## To do:
Stop after the line that contains "margin:0; font-family:Lato,sans-serif; background:var(--page);". Until then, retype each line of the entries exactly from the first one, skipping pictures.

******************************

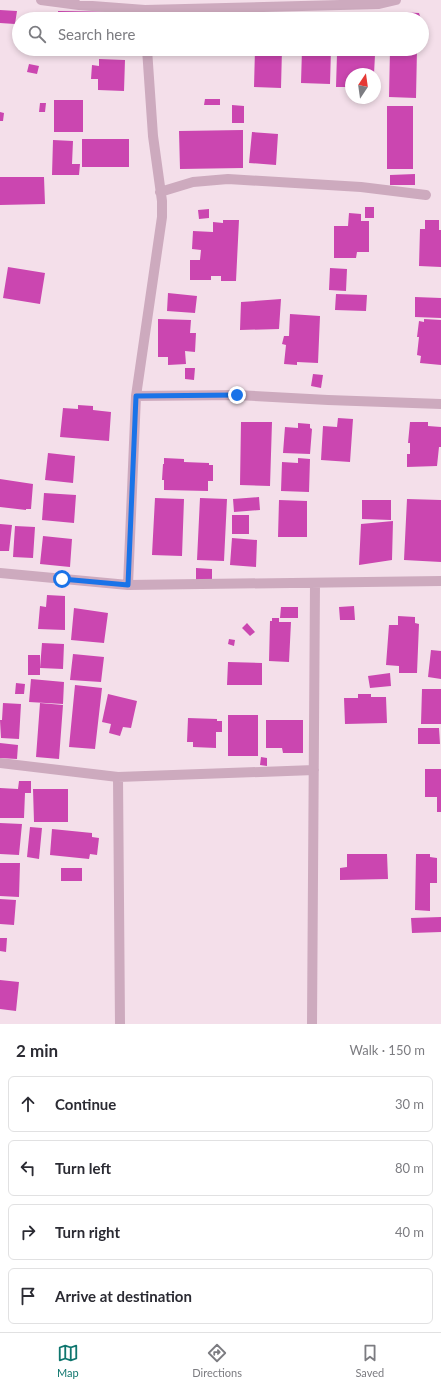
<!DOCTYPE html>
<html lang="en">
<head>
<meta charset="utf-8">
<style>
	:root { --surface:#fff; --page:#f2f2f3; --text:#2b2b33; --muted:#7c7c81; --line:#e1e1e2; --accent:#0f766e }
	body { margin:0; font-family:Lato,sans-serif; background:var(--page); color:var(--text) }
	.compass { position:absolute; left:345px; top:68px; width:36px; height:36px; border-radius:50%; background:var(--surface); box-shadow:0 2px 6px #0003; rotate:13deg }
	.stop { position:absolute; width:12px; height:12px; margin:-9px; border:3px solid #1a73e8; border-radius:50%; background:#fff }
	.stop.end { background:#1a73e8; border-color:#fff; box-shadow:0 1px 4px #0008 }
	.list { margin:0; padding:0; list-style:none }
	h2 { display:flex; justify-content:space-between; align-items:center; height:52px; margin:0; padding:0 16px; font-size:17px }
	h2 small { font-size:13px; font-weight:400; color:var(--muted) }
	.list li { display:grid; grid-template-columns:26px 1fr auto; gap:12px; align-items:center; box-sizing:border-box; height:56px; margin:0 8px 8px; padding:0 8px; border:1px solid var(--line); border-radius:6px }
	.list b { display:block; font-size:15px; white-space:nowrap }
	.list em { font-size:13px; font-style:normal; color:var(--muted) }
	.icon { flex:none; width:22px; height:22px; fill:none; stroke:currentColor; stroke-width:2; stroke-linecap:round; stroke-linejoin:round }
	.map { position:relative; flex:none; width:441px; height:1024px; overflow:hidden }
	.search { position:absolute; background:var(--surface); box-shadow:0 2px 6px #0003; left:12px; right:12px; top:12px; height:44px; display:flex; align-items:center; gap:10px; box-sizing:border-box; padding:0 14px; border-radius:22px; color:var(--muted); font-size:15px }
	.sheet { height:308px; background:var(--surface) }
	nav { display:flex; justify-content:space-around; align-items:center; box-sizing:border-box; height:56px; border-top:1px solid var(--line); background:var(--surface); font-size:11px; color:var(--muted) }
	nav a { display:grid; justify-items:center; gap:2px }
	nav .on { color:var(--accent) }
	.map>svg:first-child { display:block }
	.building { fill:#cb46b0 }
	.lines { fill:none; stroke-linecap:round; stroke-linejoin:round }
	.minor { stroke:#cdaabe; stroke-width:10 }
	.route { stroke:#1a73e8; stroke-width:5 }
</style>
</head>
<body>
<div class="map">
<svg width="441" height="1024" viewBox="0 0 441 1024">
	<rect width="100%" height="100%" fill="#f4dfea"/>
	<path class="building" d="M236,9L237,19H206L205,11Z
		M0,10L17,11L15,24L0,23Z
		M58,11L126,12L125,19H58Z
		M241,11H250L249,19H241Z
		M396,12L419,13L421,19H389V16H396Z
		M336,13H346V19H336Z
		M41,14H50V19H40Z
		M211,49H242V55H211Z
		M255,49H282L281,88L254,87Z
		M302,49H331L330,84L301,83Z
		M390,49H417L416,98L389,97Z
		M337,54L375,55L374,74H351V87H336Z
		M99,59L125,60L124,91L98,90V79H91L92,65L99,66Z
		M29,64L39,66L37,74L27,72Z
		M205,99H220V105H204Z
		M54,100H83V132H54Z
		M40,103H46L45,112H39Z
		M232,105L244,106V123H232Z
		M387,106H413V169H387Z
		M0,112L4,113L3,121H0Z
		M243,130V168L180,169L179,131Z
		M252,132L278,134L276,165L249,163Z
		M82,139H129V167H82Z
		M53,140L73,141L72,164H80L79,175H52Z
		M415,174V185H390V175Z
		M0,177H44L45,204L0,205Z
		M365,207H374V218H365Z
		M209,209V218L199,219L198,210Z
		M349,213L361,214V221H369V252H357L356,258H334V226H348Z
		M223,220H239L236,281H221V276H211V280H190V260H200L201,250L192,249L193,231L213,232V222L223,223Z
		M425,220H439V230H441V267L419,266L420,229H425Z
		M8,267L45,273L40,304L3,298Z
		M330,268L347,269L346,291L329,290Z
		M168,293L197,296L195,313L167,311Z
		M336,294L367,295L366,311L335,310Z
		M415,297L441,298V318L415,317Z
		M281,299L279,329L240,330L241,302Z
		M290,314L320,316L318,363L297,362V365L284,364L286,345L282,344L284,336H289Z
		M158,319L191,320L190,333H196L195,352L185,351L186,364L168,365V357H158Z
		M424,319L441,320V365L420,363L421,356L417,355L419,337H417L419,321L424,322Z
		M185,368H195L194,380L185,379Z
		M313,374L323,375L321,388L311,386Z
		M78,405L93,406V410L111,412L109,441L60,437L63,408L78,409Z
		M338,418L353,419L350,462L321,460L323,426L337,427Z
		M241,422H272L270,486L240,485Z
		M410,422H428V426L441,427V447H439L437,466L407,467V454H410V443H408Z
		M298,423L310,424V428L312,429L310,454L283,453L285,427L298,428Z
		M48,453L75,456L73,483L45,480Z
		M164,458L184,459V462L209,463V465H213V481H208V491L164,490V480H162L163,464H164Z
		M298,458L310,459L309,492L281,491L282,462L298,463Z
		M0,479L33,484L31,509H26V510L0,507Z
		M44,493L76,495L74,523L42,520Z
		M259,497L260,510L234,512L233,499Z
		M155,498L184,499L182,556L152,555Z
		M200,498L227,499L224,561L197,560Z
		M407,499L441,500V562L404,560Z
		M279,500L307,501V537H278Z
		M362,500H391V520L362,519Z
		M232,515H249V534H232Z
		M393,521L392,560L359,565L361,524Z
		M0,524L12,525L9,551H0Z
		M15,526L35,527L33,558L13,557Z
		M43,536L72,539L70,567L40,564Z
		M232,538L257,540L256,567L230,565Z
		M196,568L212,569V581L196,580Z
		M47,595L65,596V630L38,629L40,606L46,607Z
		M354,606L355,620H340L339,607Z
		M281,607H298V618H280Z
		M74,608L108,613L104,643L71,640Z
		M398,616L415,617V623L419,624L417,673H399V666L386,665L389,625H398Z
		M272,618H279V622H291L289,662L269,661L270,621H272Z
		M247,623L255,632L250,636L242,628Z
		M229,639L235,640L234,646L228,644Z
		M42,643L64,644L63,669L40,668Z
		M431,650L441,651V679L428,677Z
		M73,654L104,657L101,682L70,680Z
		M28,655H40V675H28Z
		M228,662L262,663V685H227Z
		M390,673L391,686L370,688L368,676Z
		M31,679L64,682L63,704L29,702Z
		M16,683L25,684L24,694H15Z
		M75,685L102,688L95,749L69,747Z
		M422,689H441V724H421Z
		M108,694L137,701L131,728L123,727L120,736L109,733L111,724L102,722Z
		M358,694H371V697H386L387,723L345,724L344,698H358Z
		M3,703L21,704L19,739L1,738L0,720H2Z
		M40,703L63,705L59,759L36,757Z
		M228,715H258V756H228Z
		M188,718L217,719V721H222V732H216V748L193,747V742H187Z
		M266,720H303V753H283L282,748H266Z
		M418,728H439L440,744H418Z
		M0,743L18,745L17,759L0,758Z
		M261,757L267,758V766L260,765Z
		M425,769H441V812H437V797H425Z
		M19,781H31V793H25L24,818H0V788L18,789Z
		M33,789H68V822H34Z
		M0,823L22,824L19,855L0,854Z
		M30,827L42,828L39,859L27,857Z
		M52,829L92,833V837L99,838L97,855L90,854L89,859L50,855Z
		M347,854H387L388,879L340,880V868L347,867Z
		M416,854H430V857L437,858V883H430V911L415,910Z
		M0,863H20L19,897L0,896Z
		M61,868H82V881H61Z
		M0,899L16,900L14,925L0,924Z
		M441,917V932L412,933L411,918Z
		M0,938H7L6,952L0,951Z
		M0,980L19,982L16,1011L0,1009Z"/>
	<g class="lines">
		<path class="minor" d="M41,0L79,5L145,10L379,4L396,0
			M160,192L193,182L228,179L361,187L426,195
			M136,396L237,395L328,400L441,404
			M0,573L128,585L441,581
			M128,585L136,396L162,217V201L153,136L147,49
			M0,763L118,777L314,770
			M118,777L120,1024
			M312,1024L315,583"/>
	</g>
	<g class="lines">
		<path class="route" d="M62,579L128,585L136,396L237,395"/>
	</g>
</svg>
<svg class="compass" viewBox="-18 -18 36 36"><path d="M0-13l5 13h-10z" fill="#e53935"/><path d="M0 13l5-13h-10z" fill="#7c7c81"/></svg>
<div class="stop" style="left:62px;top:579px"></div>
<div class="stop end" style="left:237px;top:395px"></div>
<div class="search"><svg class="icon" aria-label="search" viewBox="0 0 24 24"><circle cx="10" cy="10" r="6"/><path d="M15 15l6 6"/></svg>Search here</div>
</div>
<section class="sheet">
<h2>2 min<small>Walk · 150 m</small></h2>
<ul class="list">
<li><svg class="icon" aria-label="ahead" viewBox="0 0 24 24"><path d="M12 20V5M6 11l6-6 6 6"/></svg><div><b>Continue</b></div><em>30 m</em></li>
<li><svg class="icon" aria-label="left" viewBox="0 0 24 24"><path d="M17 20v-9H6M10 6l-5 5 5 5"/></svg><div><b>Turn left</b></div><em>80 m</em></li>
<li><svg class="icon" aria-label="right" viewBox="0 0 24 24"><path d="M7 20v-9h11M14 6l5 5-5 5"/></svg><div><b>Turn right</b></div><em>40 m</em></li>
<li><svg class="icon" aria-label="arrive" viewBox="0 0 24 24"><path d="M6 21V4h12l-3 4 3 4H6"/></svg><div><b>Arrive at destination</b></div></li>
</ul>
</section>
<nav>
<a class="on"><svg class="icon" aria-label="map" viewBox="0 0 24 24"><path d="M3 6l6-2 6 2 6-2v14l-6 2-6-2-6 2zM9 4v14M15 6v14"/></svg>Map</a>
<a><svg class="icon" aria-label="directions" viewBox="0 0 24 24"><path d="M12 3l9 9-9 9-9-9zM9 14v-3h6M13 9l2 2-2 2"/></svg>Directions</a>
<a><svg class="icon" aria-label="saved" viewBox="0 0 24 24"><path d="M7 4h10v16l-5-4-5 4z"/></svg>Saved</a>
</nav>
</body>
</html>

******************************

## Response:
<!DOCTYPE html>
<html lang="en">
<head>
<meta charset="utf-8">
<style>
	:root { --surface:#fff; --page:#f2f2f3; --text:#2b2b33; --muted:#7c7c81; --line:#e1e1e2; --accent:#0f766e }
	body { margin:0; font-family:Lato,sans-serif; background:var(--page); color:var(--text) }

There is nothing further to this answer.